Bermuda reinsurers’ underwriting profitability is likely peaking at current levels, as price increases moderate and loss-cost inflation persists, Fitch said.
Returns will continue to be favourable, as market conditions remain attractive, with the negative effect of recent natural disasters on previous catastrophe claims continuing to be reflected in 2024 pricing.
“Meaningful underwriting improvement” seen in 2023 will be limited in 2024 as premium rate increases decelerate, the New York-based rating agency said.
The hardening market continued at the January 2024 reinsurance renewal, with rates “flat to up” in most lines as the supply/demand imbalance narrowed, supported by relatively limited new capacity entering the market and deteriorating loss-cost trends from social inflation.
“We expect market conditions to remain favourable at the 2024 midyear renewals, although with stabilizing rates as pricing is generally sufficient. (Re)insurers are also expected to mostly maintain the tighter terms and conditions negotiated in 2023,” the firm said.
“The underlying combined ratio is expected to stabilize or improve slightly in 2024, as rate increases wane and loss-costs continue to increase. The combined ratio will approximate 85%–86% for 2023, a meaningful improvement from 92.7% in 2022. Catastrophe losses will represent 3–4 percentage points on the 2023 combined ratio, down sizably from 9.8 points in 2022,” Fitch continued.

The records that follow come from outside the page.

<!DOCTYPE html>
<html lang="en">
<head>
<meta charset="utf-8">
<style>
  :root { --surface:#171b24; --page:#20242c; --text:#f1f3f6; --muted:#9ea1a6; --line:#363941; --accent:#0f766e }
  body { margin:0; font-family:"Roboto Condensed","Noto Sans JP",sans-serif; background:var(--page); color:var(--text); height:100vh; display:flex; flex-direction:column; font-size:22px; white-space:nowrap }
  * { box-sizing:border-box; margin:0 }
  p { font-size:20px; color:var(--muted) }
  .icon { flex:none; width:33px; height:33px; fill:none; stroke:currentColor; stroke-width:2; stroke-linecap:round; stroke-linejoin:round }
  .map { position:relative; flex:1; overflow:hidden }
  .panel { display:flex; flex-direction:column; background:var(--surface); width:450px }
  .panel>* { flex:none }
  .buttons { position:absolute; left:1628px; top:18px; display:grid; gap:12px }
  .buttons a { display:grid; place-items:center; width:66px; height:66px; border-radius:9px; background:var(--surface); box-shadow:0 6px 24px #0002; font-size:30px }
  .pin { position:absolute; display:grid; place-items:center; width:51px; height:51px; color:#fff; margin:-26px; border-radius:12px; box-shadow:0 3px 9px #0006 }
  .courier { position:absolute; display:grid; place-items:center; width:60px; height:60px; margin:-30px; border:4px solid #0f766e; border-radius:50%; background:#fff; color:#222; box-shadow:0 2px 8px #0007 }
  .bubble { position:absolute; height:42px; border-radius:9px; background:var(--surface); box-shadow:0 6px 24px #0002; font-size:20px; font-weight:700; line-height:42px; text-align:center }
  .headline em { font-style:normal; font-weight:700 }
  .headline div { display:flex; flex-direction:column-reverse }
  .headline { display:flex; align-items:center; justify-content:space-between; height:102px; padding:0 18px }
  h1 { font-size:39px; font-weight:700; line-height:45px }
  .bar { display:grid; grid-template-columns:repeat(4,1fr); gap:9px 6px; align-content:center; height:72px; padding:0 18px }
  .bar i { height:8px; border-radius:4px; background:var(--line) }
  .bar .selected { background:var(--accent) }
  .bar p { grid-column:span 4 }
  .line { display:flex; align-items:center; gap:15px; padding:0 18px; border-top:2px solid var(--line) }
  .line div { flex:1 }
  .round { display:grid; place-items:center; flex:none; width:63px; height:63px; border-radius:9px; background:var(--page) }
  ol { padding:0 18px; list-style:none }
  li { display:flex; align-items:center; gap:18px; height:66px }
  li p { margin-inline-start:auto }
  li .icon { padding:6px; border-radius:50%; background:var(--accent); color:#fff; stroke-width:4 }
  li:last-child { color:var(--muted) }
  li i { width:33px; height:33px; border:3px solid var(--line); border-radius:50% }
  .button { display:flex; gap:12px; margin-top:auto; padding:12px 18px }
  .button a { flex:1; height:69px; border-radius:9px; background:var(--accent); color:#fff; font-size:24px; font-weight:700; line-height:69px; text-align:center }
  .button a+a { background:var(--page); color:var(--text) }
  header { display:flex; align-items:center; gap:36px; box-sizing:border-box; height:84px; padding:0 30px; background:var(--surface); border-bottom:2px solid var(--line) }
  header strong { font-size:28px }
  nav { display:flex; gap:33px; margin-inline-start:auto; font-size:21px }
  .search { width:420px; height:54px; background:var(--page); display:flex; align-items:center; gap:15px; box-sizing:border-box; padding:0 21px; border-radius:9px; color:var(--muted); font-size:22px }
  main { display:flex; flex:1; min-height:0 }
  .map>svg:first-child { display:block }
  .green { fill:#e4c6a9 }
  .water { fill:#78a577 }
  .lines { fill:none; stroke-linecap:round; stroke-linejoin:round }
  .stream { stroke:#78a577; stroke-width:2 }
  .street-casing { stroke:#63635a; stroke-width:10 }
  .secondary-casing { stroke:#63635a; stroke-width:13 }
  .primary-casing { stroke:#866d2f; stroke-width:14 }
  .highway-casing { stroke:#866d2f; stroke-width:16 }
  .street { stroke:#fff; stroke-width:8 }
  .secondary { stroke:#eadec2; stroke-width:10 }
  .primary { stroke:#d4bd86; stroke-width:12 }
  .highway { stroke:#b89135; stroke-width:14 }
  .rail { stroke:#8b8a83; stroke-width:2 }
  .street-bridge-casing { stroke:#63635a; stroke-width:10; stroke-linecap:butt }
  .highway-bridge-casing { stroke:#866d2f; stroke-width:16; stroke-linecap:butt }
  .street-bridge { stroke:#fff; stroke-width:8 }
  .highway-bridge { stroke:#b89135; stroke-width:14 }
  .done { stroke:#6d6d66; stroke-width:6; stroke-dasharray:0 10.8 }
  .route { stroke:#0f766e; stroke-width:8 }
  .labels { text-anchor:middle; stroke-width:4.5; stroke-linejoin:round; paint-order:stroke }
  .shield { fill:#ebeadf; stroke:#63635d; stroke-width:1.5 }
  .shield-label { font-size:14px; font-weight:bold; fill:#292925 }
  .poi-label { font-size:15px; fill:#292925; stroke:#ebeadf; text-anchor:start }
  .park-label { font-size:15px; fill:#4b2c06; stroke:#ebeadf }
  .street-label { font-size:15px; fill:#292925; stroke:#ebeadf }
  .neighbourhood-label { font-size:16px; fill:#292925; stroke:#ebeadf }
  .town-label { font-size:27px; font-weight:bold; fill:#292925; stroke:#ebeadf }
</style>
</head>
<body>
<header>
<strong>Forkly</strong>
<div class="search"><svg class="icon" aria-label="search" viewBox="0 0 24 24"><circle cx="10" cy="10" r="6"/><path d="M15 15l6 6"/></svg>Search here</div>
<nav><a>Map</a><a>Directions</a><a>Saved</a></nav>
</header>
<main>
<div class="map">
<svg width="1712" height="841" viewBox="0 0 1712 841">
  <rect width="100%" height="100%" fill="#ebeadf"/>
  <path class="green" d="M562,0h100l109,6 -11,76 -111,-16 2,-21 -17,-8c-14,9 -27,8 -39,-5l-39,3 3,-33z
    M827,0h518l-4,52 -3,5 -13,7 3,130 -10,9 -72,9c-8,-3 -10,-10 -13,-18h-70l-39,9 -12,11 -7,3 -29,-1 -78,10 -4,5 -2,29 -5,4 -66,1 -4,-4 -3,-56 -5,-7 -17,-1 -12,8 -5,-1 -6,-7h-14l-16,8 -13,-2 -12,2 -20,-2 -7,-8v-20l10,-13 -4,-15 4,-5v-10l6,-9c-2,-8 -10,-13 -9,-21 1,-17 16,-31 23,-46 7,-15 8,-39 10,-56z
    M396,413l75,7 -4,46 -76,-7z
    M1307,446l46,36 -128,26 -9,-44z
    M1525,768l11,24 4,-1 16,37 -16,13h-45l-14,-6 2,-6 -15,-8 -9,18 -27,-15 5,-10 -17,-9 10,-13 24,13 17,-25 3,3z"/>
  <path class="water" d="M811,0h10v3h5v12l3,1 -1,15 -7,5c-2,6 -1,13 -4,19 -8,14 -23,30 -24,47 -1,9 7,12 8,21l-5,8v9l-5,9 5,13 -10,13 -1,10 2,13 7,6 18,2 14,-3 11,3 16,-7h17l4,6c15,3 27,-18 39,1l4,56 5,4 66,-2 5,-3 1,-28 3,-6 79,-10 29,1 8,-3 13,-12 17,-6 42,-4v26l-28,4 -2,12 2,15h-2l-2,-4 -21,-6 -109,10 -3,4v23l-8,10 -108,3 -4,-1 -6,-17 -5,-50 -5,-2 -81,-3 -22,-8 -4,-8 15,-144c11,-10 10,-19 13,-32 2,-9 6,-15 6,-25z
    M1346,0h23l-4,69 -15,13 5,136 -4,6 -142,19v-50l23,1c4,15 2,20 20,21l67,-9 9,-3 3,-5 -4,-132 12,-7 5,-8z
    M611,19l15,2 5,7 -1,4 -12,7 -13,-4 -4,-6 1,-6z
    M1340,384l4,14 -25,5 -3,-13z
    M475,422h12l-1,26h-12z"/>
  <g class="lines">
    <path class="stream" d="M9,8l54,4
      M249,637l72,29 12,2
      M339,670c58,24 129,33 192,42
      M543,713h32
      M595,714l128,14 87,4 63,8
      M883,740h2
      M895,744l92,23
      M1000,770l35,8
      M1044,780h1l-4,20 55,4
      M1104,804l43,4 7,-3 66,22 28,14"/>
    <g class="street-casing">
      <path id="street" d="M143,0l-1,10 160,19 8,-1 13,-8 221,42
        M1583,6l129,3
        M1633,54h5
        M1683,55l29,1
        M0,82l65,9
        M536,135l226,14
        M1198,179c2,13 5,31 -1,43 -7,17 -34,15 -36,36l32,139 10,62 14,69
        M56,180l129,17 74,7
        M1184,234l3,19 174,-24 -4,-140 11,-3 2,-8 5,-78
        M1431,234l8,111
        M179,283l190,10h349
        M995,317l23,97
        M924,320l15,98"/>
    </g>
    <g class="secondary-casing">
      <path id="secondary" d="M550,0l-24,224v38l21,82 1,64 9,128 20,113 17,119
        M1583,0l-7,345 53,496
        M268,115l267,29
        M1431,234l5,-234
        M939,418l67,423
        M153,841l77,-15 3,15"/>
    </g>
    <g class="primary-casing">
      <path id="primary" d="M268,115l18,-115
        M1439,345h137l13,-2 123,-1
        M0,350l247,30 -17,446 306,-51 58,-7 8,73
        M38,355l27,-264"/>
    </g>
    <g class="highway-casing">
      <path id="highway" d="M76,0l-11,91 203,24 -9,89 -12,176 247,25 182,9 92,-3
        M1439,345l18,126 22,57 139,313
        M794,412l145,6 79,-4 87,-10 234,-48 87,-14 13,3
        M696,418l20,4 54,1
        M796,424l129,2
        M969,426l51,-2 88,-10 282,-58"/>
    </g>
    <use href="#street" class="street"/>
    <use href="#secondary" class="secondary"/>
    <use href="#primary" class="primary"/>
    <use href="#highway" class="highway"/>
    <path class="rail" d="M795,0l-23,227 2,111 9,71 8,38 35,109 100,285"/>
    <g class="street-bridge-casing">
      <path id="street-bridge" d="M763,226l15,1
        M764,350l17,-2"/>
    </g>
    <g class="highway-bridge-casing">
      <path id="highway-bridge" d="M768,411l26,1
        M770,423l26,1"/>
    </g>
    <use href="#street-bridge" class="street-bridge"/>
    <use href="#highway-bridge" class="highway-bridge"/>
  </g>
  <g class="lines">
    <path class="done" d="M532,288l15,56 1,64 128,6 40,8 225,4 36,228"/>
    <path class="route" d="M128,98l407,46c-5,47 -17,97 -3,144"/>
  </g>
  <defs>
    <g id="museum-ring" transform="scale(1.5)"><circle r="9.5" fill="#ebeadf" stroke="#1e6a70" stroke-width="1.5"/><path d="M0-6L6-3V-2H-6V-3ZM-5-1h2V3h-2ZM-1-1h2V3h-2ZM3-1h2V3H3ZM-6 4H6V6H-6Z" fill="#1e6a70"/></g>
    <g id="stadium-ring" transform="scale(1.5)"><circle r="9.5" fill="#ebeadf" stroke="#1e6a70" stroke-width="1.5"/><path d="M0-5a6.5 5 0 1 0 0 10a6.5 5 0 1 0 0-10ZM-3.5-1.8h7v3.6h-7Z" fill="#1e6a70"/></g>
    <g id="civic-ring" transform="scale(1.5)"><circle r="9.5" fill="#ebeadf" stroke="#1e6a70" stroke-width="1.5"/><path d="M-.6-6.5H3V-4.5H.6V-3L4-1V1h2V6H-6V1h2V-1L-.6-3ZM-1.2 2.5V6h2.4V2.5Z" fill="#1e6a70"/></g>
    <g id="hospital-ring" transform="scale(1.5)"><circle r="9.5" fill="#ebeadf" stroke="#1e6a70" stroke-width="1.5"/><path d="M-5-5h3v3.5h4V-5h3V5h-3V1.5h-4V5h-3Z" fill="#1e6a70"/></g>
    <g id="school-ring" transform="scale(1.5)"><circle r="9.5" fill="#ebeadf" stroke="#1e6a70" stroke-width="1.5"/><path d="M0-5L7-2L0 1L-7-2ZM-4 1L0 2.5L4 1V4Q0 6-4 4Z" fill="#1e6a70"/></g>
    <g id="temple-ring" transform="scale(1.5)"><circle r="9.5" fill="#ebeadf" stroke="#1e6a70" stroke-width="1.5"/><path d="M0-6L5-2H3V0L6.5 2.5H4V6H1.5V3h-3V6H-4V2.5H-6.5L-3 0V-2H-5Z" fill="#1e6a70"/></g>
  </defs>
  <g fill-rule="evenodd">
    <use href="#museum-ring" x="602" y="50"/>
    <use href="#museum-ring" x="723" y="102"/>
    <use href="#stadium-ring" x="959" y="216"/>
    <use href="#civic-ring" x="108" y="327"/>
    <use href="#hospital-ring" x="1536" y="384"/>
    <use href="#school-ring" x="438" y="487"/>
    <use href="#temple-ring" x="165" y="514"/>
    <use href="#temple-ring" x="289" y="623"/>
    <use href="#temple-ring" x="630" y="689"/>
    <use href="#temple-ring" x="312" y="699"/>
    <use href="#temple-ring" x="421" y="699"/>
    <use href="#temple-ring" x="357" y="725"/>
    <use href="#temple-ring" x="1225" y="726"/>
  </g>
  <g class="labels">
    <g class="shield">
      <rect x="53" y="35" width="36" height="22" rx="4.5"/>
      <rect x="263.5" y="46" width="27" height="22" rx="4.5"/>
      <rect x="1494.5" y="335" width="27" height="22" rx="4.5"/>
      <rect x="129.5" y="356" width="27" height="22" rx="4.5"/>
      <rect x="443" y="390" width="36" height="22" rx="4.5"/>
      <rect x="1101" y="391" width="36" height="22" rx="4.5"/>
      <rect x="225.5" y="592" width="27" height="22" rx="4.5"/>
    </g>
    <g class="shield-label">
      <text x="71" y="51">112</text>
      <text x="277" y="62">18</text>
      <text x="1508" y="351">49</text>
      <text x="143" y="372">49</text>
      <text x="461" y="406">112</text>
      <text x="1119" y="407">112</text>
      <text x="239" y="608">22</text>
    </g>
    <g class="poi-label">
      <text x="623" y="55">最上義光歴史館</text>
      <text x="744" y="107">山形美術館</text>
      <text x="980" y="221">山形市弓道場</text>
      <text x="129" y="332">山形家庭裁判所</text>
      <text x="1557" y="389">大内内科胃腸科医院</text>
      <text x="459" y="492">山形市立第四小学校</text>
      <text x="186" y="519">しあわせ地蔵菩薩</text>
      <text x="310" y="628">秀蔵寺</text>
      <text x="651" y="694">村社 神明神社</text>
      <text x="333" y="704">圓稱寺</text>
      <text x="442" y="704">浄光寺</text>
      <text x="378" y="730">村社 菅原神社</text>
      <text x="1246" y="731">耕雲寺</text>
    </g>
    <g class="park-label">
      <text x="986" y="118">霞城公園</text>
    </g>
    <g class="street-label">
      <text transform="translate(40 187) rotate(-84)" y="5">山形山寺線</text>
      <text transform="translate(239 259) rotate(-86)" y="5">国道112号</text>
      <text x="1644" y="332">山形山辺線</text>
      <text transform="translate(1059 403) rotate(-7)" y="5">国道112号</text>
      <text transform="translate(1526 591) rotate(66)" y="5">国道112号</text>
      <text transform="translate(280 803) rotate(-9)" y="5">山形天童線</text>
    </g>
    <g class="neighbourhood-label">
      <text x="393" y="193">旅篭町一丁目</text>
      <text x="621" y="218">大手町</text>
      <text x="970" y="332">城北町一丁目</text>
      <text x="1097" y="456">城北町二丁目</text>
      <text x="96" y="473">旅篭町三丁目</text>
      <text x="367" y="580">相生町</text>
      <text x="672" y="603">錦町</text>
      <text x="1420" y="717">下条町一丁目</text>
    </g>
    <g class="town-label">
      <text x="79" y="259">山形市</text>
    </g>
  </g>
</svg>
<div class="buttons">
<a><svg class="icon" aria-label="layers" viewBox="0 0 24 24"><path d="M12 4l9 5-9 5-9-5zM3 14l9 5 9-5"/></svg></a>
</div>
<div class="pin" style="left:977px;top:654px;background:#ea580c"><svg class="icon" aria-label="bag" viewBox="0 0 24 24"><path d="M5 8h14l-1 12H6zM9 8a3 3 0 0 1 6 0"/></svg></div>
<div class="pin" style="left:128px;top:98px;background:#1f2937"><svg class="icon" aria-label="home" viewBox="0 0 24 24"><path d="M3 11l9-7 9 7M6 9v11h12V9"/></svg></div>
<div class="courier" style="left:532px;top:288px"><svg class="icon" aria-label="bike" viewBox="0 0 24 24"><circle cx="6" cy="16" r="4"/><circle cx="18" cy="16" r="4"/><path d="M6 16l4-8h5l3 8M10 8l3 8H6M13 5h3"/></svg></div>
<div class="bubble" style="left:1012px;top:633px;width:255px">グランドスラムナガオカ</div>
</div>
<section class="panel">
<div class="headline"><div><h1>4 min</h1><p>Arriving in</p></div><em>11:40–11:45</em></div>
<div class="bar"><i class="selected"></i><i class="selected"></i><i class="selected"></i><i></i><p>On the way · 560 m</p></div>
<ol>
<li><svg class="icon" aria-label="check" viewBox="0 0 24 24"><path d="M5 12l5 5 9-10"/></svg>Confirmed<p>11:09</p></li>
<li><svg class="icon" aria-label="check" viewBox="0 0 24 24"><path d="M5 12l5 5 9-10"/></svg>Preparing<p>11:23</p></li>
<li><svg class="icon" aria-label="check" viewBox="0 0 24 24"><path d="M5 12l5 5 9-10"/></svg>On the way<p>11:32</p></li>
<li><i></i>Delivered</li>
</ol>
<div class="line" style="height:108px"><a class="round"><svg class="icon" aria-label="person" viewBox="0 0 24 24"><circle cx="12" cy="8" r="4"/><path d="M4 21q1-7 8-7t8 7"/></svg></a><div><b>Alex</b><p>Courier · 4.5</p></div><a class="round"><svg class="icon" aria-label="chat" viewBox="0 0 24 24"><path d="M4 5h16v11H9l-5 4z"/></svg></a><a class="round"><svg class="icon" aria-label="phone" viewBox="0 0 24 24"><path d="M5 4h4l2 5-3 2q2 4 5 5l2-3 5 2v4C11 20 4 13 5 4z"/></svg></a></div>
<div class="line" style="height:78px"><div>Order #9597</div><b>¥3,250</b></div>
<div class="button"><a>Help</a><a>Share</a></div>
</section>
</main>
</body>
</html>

“Shareholders’ equity grew 23% at 9M23 from YE 2022, with ROAE comfortably above the cost of capital, and expected to approach 20% in 2023. Returns were driven by increased underwriting and investment income, equity market gains and stabilization of unrealized bond losses. Capital levels were supported by common equity issuances to support growth, and reduced return of capital.
“Bermuda’s implementation of a 15% corporate tax will marginally reduce its economic advantage but the island’s established position in the global (re)insurance marketplace will likely endure. Additionally, the recent life insurer-focused solvency review also will help the domicile maintain its Solvency II (S2) equivalence with the EU.”